Side Hustles: Non-Wage Job Characteristics and Dual Job Holding

Abstract: This paper develops a simple structural model of the choice to work a second job. I examine the effects of non-wage job characteristics on this decision making in order to determine the extent to which individuals hold multiple jobs as a source of enjoyment, versus as a means of overcoming hours constraints in the primary job. To fit this model, I estimate a distribution of enjoyment parameters for individuals holding more than one job, and find that on average, individuals dislike their secondary jobs about 13.5% more than their primary jobs, but roughly 35% of these individuals enjoy their secondary jobs. Though this supports findings of hours constraints as the primary motivator of dual job holding, these results provide a framework for further study of the substantial portion of dual job holders that do prefer their second jobs.

Employment Shocks and Mental Healthcare Utilization During the Covid-19 Pandemic 

Abstract: I examine the impact of the Covid-19 pandemic and its related income and employment shocks on the use of mental health resources in the Wisconsin Medicaid population. Using administrative Medicaid claims data from the Wisconsin Department of Health Services, I find a reduction in mental healthcare utilization during the public health emergency (PHE) that is similar to but significantly smaller than observed trends in overall outpatient visits.

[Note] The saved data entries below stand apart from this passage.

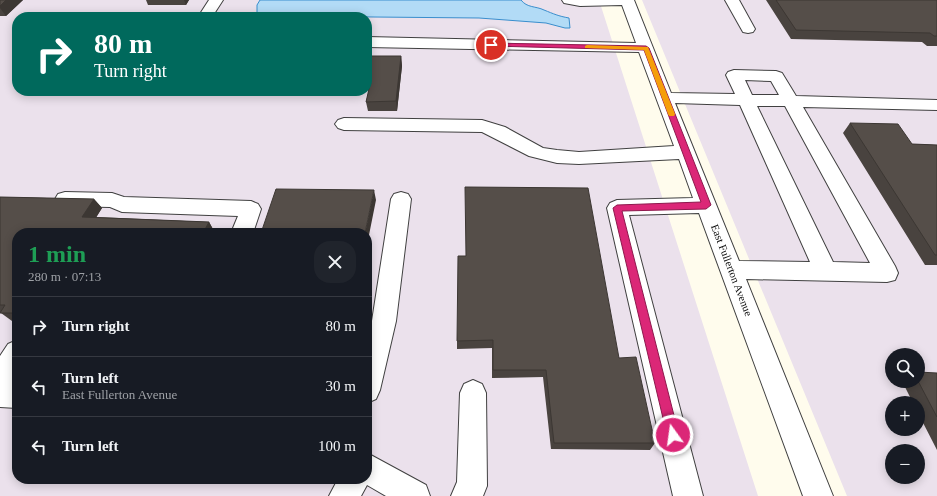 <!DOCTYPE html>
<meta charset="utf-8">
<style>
:root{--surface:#171b24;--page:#20242c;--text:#f1f3f6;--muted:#9ea1a6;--line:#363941}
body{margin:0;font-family:"Times New Roman",serif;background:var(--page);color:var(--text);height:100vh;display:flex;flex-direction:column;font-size:15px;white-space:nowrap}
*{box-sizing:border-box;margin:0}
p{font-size:13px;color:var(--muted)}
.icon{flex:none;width:22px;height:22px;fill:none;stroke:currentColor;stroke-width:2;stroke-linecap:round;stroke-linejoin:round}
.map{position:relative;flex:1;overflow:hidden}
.panel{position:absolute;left:12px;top:228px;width:360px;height:256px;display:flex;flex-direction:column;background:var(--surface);border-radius:16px;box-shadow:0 2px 10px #0003}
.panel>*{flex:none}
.banner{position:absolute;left:12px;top:12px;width:360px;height:84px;border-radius:16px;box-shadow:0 2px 10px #0003;background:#00695c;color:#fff;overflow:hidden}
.fabs{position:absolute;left:885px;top:348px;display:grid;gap:8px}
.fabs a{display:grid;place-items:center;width:40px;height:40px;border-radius:50%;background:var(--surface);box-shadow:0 2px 10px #0003;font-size:20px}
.pin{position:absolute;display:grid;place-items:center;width:34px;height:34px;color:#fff;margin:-17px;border:2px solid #fff;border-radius:50%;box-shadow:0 1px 4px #0007}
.me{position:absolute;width:44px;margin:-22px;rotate:346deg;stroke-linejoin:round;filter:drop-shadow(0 0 3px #0008)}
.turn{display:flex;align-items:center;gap:14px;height:84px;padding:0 16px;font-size:18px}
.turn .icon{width:52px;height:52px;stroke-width:2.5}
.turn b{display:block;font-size:28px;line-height:34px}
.round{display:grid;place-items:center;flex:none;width:42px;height:42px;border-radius:16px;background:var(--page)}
.headline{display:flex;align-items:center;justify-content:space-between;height:68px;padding:0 16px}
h1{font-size:24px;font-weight:700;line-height:30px;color:#1e9e55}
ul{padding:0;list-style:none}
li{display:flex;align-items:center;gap:12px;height:60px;padding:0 16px;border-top:1px solid var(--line)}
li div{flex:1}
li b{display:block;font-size:15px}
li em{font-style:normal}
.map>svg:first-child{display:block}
.industrial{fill:#ebe1ec;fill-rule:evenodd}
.water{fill:#b2dbf6;stroke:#398ecd}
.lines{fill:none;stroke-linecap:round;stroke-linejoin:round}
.minor-casing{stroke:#404040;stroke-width:2}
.minor{fill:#fff;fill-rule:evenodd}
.wall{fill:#49433f}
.shaded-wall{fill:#3c3733}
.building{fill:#554e49;stroke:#3c3733}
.route{fill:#db2777;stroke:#8e194d}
.slow{fill:#f59e0b}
.labels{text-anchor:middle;stroke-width:4;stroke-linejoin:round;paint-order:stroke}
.street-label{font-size:11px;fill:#0d0d0d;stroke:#fff}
</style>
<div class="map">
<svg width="937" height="496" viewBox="0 0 937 496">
<rect width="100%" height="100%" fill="#fffced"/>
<path class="industrial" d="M0,0H599L758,496H0ZM17,17H367V91H17ZM17,233H367V479H17Z
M642,0H937V496H847ZM892,355H918V381H892ZM892,403H918V429H892ZM892,451H918V477H892Z"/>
<path class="water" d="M260,0H521C527,8 536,6 544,10C554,14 558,16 569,18L570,28H565L546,23L479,18L269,16H260L257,12V5Z"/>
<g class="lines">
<defs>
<path id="minor" d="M209,0H223L212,17H198Z
M562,0H634L671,93L735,94L726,75L728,72L734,70L776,71L782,73L796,96L937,100V110L803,107L895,266L898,273L895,280L887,282L746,279L833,496H803L699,213L629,215L703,496H673L607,208L610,203L617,200L693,198L679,159L579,164L557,163L529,156L482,132L344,130L338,128L335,124L338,120L344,118L482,120L505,127L543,148L557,150L579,152L674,146L639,52L367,47V37L636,43L622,5L580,6L564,3ZM745,80L771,81L779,95H752ZM675,103L740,105L810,262L739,261ZM757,106H785L870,263L833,262Z
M725,0H739L755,29L753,32L748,33L743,32Z
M65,192L112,193L124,197L251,201L258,204L261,209L253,233H231L238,216L122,212L110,207L65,206L58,204L55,199L58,194Z
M401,192L408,194L411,199L396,321L380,390L376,399L367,403V339L372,321L391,199L394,194Z
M17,340V376L13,382H17V408L0,407V356L8,344Z
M473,380L482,384L486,393L487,486L483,496H451L457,482L460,393L464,384Z
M367,453L426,485L430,496H386L367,485L361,496H329L338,479H367Z"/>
</defs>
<use href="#minor" class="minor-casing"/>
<use href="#minor" class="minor"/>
</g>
<path class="wall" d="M0,0H23L6,16H0Z
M146,0H189L186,5H148Z
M766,0H937V46H927L922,42L791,39Z
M367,56H401L402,66L397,111H368L366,102L369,90H367Z
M850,123L912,144L937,145V265H925L843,133Z
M0,197L94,199L102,208L96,217L209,222L214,231L213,233H17V321H12L1,313H0Z
M466,256L619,358L655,443L650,450L551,449L543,377L492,378V348L457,349V341Z
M937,373V450L918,413V403H913L902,381H918Z"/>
<path class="shaded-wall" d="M6,0H23L6,16L0,8V6Z
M184,0H189L186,5Z
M401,56L402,66L397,111L396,101Z
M374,190L376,200L367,245V233H365Z
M94,199L102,208L91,226L82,217Z
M209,222L214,231L213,233H203Z"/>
<path class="building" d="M0,0H6L0,6Z
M776,0H937V36H934L930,33L796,30Z
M367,56H401L396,101L366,102L371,80H367Z
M850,123L898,124L912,144L937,145V255H935Z
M465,187L588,188L619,358L636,357L655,443H554L546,370H493V340L457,341L458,256H466Z
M276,189L374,190L365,233H261Z
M0,197L94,199L82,217L209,222L203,233H17V313H0L5,305H0Z
M918,372L937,373V417L918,381Z"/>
<path class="route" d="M489,43L646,46L649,48L711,205L706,209L622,211L679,435L677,440L673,441L669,440L667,435L613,208L617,205L701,202L644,50L491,46L488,45Z"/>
<path class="slow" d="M587,45L648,47L675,114L674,116H669L668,114L644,50L585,48V46Z"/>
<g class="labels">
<g class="street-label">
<text transform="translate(732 270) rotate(69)" y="4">East Fullerton Avenue</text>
</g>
</g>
</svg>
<div class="fabs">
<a><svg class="icon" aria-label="search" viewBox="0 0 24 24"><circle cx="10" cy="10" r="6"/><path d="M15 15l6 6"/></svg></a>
<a>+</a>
<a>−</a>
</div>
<div class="pin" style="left:491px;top:45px;background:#d93025"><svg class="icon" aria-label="arrive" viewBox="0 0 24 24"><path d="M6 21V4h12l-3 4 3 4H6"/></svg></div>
<svg class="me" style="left:673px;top:435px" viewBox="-20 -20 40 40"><circle r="17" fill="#db2777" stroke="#fff" stroke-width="3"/><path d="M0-11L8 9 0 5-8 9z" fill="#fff"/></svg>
<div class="banner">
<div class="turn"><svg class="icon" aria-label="right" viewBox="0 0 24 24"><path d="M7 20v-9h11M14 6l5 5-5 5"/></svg><div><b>80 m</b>Turn right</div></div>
</div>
<section class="panel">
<div class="headline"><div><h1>1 min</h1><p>280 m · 07:13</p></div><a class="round"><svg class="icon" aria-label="close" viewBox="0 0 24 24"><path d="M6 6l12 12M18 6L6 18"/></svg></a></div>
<ul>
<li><svg class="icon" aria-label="right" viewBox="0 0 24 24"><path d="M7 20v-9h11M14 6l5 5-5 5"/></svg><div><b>Turn right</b></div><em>80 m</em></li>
<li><svg class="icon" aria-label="left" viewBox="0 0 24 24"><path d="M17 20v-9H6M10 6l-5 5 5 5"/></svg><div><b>Turn left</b><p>East Fullerton Avenue</p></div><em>30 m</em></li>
<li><svg class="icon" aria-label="left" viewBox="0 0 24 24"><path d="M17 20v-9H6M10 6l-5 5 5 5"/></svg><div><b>Turn left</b></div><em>100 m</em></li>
</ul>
</section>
</div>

However, making use of the PHE declaration as an exogenous shock to employment, I find that this decline was 0.45 percentage points smaller for individuals who experienced a decrease in wages of 50% or more. This is largely driven by the subset of individuals with a pre-existing mental health diagnosis, as for this group I find the effect of an employment shock was a 1.3 percentage point smaller drop in mental health visit probability, a 4.35% difference relative to individuals who did not experience a reduction in wages. This suggests that individuals with pre-existing mental health conditions were more likely to continue care during the initial months of the pandemic if they were subjected to some form of job displacement.